Copy out the listing beneath, missing nothing.

□ □ □

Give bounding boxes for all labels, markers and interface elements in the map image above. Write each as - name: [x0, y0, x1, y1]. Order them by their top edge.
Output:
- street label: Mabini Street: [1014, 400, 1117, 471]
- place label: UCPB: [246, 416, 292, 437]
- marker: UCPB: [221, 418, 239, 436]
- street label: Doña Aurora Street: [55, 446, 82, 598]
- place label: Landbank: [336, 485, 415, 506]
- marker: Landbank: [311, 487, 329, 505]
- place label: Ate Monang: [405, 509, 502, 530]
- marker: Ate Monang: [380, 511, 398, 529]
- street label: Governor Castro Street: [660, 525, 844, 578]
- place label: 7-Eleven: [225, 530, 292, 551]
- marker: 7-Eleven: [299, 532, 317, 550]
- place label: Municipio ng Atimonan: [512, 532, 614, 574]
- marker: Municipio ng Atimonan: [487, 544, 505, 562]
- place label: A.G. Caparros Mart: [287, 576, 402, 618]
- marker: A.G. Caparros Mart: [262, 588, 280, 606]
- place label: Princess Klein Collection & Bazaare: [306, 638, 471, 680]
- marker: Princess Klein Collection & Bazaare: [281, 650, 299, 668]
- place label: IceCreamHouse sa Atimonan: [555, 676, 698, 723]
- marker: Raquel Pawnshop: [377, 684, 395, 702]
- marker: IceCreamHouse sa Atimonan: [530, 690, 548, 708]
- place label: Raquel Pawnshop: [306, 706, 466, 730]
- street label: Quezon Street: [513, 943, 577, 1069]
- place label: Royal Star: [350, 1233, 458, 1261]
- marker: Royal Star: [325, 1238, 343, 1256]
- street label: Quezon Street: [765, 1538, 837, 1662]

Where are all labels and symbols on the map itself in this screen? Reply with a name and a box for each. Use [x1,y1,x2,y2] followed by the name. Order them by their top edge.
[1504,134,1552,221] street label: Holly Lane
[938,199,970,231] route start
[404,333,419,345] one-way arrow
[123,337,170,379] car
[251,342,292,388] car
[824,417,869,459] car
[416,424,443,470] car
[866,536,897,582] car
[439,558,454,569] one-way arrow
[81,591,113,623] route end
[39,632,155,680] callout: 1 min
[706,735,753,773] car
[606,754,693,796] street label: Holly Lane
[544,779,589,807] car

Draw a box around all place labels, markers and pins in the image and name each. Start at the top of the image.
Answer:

□ □ □

* [ANSWER BELOW]:
Give bounding boxes for all labels, markers and interface elements in the map image above. Write each as - name: [x0, y0, x1, y1]. Order them by their top edge.
Output:
- street label: Mabini Street: [1014, 400, 1117, 471]
- place label: UCPB: [246, 416, 292, 437]
- marker: UCPB: [221, 418, 239, 436]
- street label: Doña Aurora Street: [55, 446, 82, 598]
- place label: Landbank: [336, 485, 415, 506]
- marker: Landbank: [311, 487, 329, 505]
- place label: Ate Monang: [405, 509, 502, 530]
- marker: Ate Monang: [380, 511, 398, 529]
- street label: Governor Castro Street: [660, 525, 844, 578]
- place label: 7-Eleven: [225, 530, 292, 551]
- marker: 7-Eleven: [299, 532, 317, 550]
- place label: Municipio ng Atimonan: [512, 532, 614, 574]
- marker: Municipio ng Atimonan: [487, 544, 505, 562]
- place label: A.G. Caparros Mart: [287, 576, 402, 618]
- marker: A.G. Caparros Mart: [262, 588, 280, 606]
- place label: Princess Klein Collection & Bazaare: [306, 638, 471, 680]
- marker: Princess Klein Collection & Bazaare: [281, 650, 299, 668]
- place label: IceCreamHouse sa Atimonan: [555, 676, 698, 723]
- marker: Raquel Pawnshop: [377, 684, 395, 702]
- marker: IceCreamHouse sa Atimonan: [530, 690, 548, 708]
- place label: Raquel Pawnshop: [306, 706, 466, 730]
- street label: Quezon Street: [513, 943, 577, 1069]
- place label: Royal Star: [350, 1233, 458, 1261]
- marker: Royal Star: [325, 1238, 343, 1256]
- street label: Quezon Street: [765, 1538, 837, 1662]

Where are all labels and symbols on the map itself in this screen? Reply with a name and a box for each. Use [x1,y1,x2,y2] followed by the name. Order them by their top edge.
[1504,134,1552,221] street label: Holly Lane
[938,199,970,231] route start
[404,333,419,345] one-way arrow
[123,337,170,379] car
[251,342,292,388] car
[824,417,869,459] car
[416,424,443,470] car
[866,536,897,582] car
[439,558,454,569] one-way arrow
[81,591,113,623] route end
[39,632,155,680] callout: 1 min
[706,735,753,773] car
[606,754,693,796] street label: Holly Lane
[544,779,589,807] car

Draw a box around all place labels, markers and pins in the image and name each. Start at the top of the image.
Answer:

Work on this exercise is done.